■ Stored data:
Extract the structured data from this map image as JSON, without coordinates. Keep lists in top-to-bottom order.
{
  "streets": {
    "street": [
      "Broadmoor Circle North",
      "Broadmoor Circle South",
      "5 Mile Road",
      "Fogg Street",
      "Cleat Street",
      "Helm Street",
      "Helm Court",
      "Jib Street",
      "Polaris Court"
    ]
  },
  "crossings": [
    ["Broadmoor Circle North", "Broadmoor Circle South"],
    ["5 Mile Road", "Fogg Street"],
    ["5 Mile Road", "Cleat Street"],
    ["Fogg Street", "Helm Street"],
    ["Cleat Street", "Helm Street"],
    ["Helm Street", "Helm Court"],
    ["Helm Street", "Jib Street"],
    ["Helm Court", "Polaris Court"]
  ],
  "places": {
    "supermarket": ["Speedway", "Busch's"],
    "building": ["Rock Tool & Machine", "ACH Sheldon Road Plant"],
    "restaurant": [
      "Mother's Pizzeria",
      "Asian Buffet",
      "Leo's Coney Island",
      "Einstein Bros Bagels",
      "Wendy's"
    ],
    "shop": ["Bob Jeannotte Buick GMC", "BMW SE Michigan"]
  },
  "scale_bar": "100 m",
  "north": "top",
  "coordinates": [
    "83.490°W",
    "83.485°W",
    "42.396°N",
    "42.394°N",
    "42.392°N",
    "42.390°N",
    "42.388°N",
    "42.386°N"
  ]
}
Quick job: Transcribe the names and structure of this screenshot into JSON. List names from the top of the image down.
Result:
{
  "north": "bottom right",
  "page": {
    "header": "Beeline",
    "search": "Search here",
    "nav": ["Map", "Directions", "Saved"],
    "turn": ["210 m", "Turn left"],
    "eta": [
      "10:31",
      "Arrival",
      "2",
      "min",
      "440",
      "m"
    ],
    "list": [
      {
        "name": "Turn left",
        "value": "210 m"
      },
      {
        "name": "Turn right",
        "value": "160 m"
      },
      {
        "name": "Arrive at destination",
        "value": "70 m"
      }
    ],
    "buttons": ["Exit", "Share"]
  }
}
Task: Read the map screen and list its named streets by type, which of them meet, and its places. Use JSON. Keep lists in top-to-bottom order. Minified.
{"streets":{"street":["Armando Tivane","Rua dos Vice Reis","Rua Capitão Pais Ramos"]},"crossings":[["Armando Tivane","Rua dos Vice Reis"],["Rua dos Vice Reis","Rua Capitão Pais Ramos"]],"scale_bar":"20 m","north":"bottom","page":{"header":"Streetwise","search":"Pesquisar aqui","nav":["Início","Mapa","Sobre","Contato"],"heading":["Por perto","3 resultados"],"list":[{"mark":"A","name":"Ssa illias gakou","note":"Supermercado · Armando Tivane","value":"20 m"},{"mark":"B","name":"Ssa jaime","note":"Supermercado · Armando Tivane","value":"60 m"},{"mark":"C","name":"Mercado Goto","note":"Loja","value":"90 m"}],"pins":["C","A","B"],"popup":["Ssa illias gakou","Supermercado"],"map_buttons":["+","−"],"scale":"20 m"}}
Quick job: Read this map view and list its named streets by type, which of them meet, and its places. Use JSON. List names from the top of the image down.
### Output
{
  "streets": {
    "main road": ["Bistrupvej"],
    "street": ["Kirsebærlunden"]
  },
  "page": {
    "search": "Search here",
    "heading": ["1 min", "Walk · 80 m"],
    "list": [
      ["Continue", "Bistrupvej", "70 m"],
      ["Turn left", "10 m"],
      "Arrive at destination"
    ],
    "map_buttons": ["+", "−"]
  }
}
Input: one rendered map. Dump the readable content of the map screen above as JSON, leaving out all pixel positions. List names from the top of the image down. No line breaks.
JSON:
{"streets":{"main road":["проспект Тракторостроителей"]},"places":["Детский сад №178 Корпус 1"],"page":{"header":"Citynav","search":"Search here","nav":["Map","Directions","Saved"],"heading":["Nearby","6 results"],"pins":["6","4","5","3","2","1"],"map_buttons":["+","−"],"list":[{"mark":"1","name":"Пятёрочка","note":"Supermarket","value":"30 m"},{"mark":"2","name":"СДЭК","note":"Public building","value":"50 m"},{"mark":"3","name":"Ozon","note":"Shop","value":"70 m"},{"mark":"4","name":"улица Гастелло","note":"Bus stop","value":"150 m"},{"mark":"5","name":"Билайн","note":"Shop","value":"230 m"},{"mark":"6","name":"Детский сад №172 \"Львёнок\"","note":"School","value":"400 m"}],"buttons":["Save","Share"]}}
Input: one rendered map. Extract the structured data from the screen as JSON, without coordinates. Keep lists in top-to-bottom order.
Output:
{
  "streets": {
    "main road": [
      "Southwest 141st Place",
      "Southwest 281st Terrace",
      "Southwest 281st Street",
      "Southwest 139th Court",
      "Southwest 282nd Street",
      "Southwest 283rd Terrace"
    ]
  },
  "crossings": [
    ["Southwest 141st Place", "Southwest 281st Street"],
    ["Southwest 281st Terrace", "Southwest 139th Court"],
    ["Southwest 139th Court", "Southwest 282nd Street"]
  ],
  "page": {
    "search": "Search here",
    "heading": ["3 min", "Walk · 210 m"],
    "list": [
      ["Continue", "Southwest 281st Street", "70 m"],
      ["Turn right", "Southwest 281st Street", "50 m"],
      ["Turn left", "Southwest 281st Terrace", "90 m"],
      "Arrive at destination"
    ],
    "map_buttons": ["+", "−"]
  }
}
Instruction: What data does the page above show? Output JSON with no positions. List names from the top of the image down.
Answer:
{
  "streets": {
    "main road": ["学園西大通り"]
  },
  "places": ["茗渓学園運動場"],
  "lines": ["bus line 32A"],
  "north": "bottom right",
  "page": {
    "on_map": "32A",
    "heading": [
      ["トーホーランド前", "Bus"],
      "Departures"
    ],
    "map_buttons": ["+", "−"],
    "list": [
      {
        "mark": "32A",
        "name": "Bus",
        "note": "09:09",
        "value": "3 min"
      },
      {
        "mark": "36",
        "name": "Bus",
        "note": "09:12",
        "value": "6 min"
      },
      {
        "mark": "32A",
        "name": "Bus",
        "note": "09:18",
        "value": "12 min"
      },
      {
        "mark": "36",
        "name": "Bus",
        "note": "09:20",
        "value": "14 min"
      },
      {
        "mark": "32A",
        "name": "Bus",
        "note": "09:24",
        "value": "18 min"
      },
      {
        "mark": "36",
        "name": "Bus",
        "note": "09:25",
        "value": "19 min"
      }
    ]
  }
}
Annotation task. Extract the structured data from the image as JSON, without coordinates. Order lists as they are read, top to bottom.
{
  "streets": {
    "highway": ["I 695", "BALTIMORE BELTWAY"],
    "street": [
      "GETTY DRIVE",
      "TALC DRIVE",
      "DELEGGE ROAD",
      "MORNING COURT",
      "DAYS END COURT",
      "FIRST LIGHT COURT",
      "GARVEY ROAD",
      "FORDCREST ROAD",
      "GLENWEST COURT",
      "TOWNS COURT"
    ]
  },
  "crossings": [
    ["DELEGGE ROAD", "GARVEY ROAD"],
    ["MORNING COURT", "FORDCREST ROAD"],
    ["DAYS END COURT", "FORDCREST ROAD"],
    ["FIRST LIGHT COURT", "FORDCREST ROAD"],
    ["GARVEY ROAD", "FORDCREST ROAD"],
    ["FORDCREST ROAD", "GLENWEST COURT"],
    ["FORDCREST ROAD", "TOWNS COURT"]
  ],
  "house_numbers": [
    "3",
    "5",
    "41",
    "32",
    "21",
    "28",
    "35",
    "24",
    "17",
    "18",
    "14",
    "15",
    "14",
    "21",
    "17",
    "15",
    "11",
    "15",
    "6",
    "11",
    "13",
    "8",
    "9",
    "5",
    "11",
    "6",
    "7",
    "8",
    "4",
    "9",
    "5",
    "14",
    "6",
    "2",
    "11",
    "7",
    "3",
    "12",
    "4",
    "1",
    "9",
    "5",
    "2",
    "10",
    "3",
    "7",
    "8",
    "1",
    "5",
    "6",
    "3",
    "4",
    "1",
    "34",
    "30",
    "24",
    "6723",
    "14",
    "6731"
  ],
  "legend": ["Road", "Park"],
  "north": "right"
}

■ ACTIVITY: A bare number is the whole answer: how many lines in the entries contain "Quick"?

■ TASK RESPONSE: 2